Irei buscar um brandy.
Size biraz konyak getireyim.
Trarei um pouco de brandy.
Bekar züppeler Brendi içenler
De fanfarrões solteirões E bebedores de Brandy
Hala biraz brandy kaldı mı?
Tem um pouco de brandy?
Brandy ve soda, efendim.
Brandy e soda.
- İçkinizi alın.
- O seu brandy.
Biraz konyak olabilir.
- Não sei. Talvez um brandy.
Yalnızca konyak.
Brandy? Só brandy.
Evet, tatlım, biraz daha konyak iyi olur.
Sim, querido. Talvez um pouco mais de brandy.
- Kanyak başağrısı yapmıyor mu?
- O brandy não te dá ressaca?
Bir damla daha konyak istiyorum, lütfen.
Queria mais um golinho de brandy, por favor.
Keşke biraz konyak olsaydı.
Quem me dera ter brandy.
Konyağı seviyorum, gerçekten.
Adoro brandy, gosto mesmo.
Konyak içmeye alışkınımdır.
- Acalma-me. Eu costumava beber brandy.
- Faresi, karıcığı, konyakla gargara yapan biri...
- A mulher dele bebe brandy...
Yerde, fayansların üzerinde uzanmıştı, dizlerini karnına doğru çekmişti konyak şişesinin etiketini sıyırmaya başladı.
Está deitada no chão, nos ladrilhos, toda enrolada e começou a tirar o rótulo da garrafa de brandy.
- Sauri konyağı bile mi?
- Nem de brandy sauriano?
- Senin için ne yapabilirim?
- Em que posso ajudá-lo, Jim? - Dê-me o brandy, já disse!

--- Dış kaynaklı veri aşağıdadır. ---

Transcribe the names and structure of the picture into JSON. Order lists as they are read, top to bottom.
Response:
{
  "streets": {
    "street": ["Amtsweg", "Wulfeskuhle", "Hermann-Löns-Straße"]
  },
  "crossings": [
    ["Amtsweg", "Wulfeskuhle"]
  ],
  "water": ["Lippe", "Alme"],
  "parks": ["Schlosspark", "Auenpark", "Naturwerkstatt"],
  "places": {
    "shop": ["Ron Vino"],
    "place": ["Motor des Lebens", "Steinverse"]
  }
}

Dr. McCoy revirde konyak istediğinizi ve alıp gittiğinizi söyledi.
O Dr. McCoy diz que o senhor exigiu este brandy na enfermaria.

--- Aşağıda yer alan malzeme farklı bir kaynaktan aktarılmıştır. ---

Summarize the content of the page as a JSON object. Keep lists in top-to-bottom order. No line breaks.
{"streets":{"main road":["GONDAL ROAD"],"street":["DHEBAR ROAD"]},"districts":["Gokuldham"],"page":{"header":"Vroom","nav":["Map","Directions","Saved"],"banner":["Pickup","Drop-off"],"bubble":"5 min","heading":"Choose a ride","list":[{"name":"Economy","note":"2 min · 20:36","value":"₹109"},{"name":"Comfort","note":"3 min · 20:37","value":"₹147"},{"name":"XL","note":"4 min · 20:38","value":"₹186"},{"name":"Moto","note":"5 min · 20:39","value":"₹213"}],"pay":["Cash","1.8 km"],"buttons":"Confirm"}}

Biraz konyak içsen hiç fena olmaz.
Devia beber um pouco daquele brandy.
Sauri kanyağı falan mı içtin sen?
Andaste a beber brandy sauriano?
" Onu biraz konyak içmeye ikna etsen iyi olurdu.
" convença-a a beber um pouco de brandy.
" içine biraz konyak karistirirsin.
" com um pouco de brandy e verás.
Çocuk da öyle yapmis, taze sütü konyakla güzelce karistirmis. Annesine vermis, o da bundan biraz içmis.

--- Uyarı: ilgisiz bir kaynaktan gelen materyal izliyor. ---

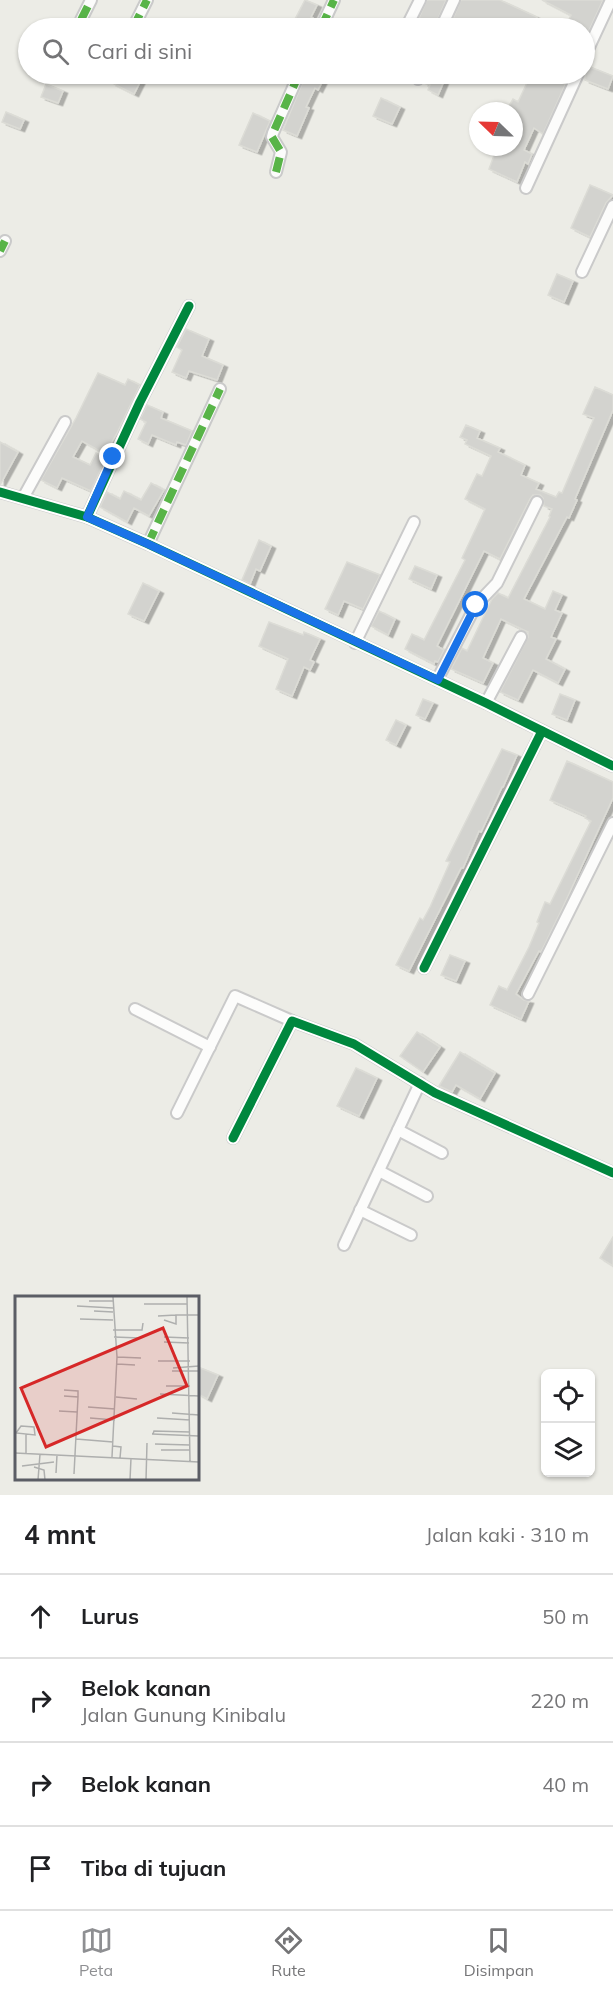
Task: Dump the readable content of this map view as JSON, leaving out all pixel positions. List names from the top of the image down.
{
  "north": "top left",
  "page": {
    "search": "Cari di sini",
    "heading": ["4 mnt", "Jalan kaki · 310 m"],
    "list": [
      ["Lurus", "50 m"],
      ["Belok kanan", "Jalan Gunung Kinibalu", "220 m"],
      ["Belok kanan", "40 m"],
      "Tiba di tujuan"
    ],
    "nav": ["Peta", "Rute", "Disimpan"]
  }
}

Ele fez o que o médico disse, o brandy com leite fresco... e deu-o à mãe e ela bebeu um pouco.
Kahvaltı, dört rafadan yumurta, iki dilim ekmek, kahve, bir ons kanyaktan oluşacak.
O café da manhã consiste em quatro ovos crus, duas torradas, café e uma taça de brandy.
- Bir konyak bardağında ve kapı kolunda parmak izleri bulduk.
- Achamos impressões digitais em um copo de brandy e na maçaneta.
Berbat puroları, berbat brendisi, berbat tabloları.
Com os seus charutos. Com o seu brandy. E a sua pintura podre, podre!
- Biraz konyak?
Quer tomar um brandy?
"Suçlu Kadınlarda Görülen Seksüel Bozukluklar" Sana bir bardak konyak getireyim.
Deixa-me arranjar-te um brandy.
Biraz daha istermisiniz?
- Oh, que tal um brandy? - Obrigado.
B ve S'ye ne dersin?
E que tal um brandy com soda?
- Bu insanları tanıyorum.
O rato dele bebericava demasiado brandy e passava metade do tempo a vomitar. Talvez não. - Eu conheço essas pessoas.
Sauri konyağı.
Brandy sauriano.
- Ondan konyak emretmişsin.
- Exigiu brandy.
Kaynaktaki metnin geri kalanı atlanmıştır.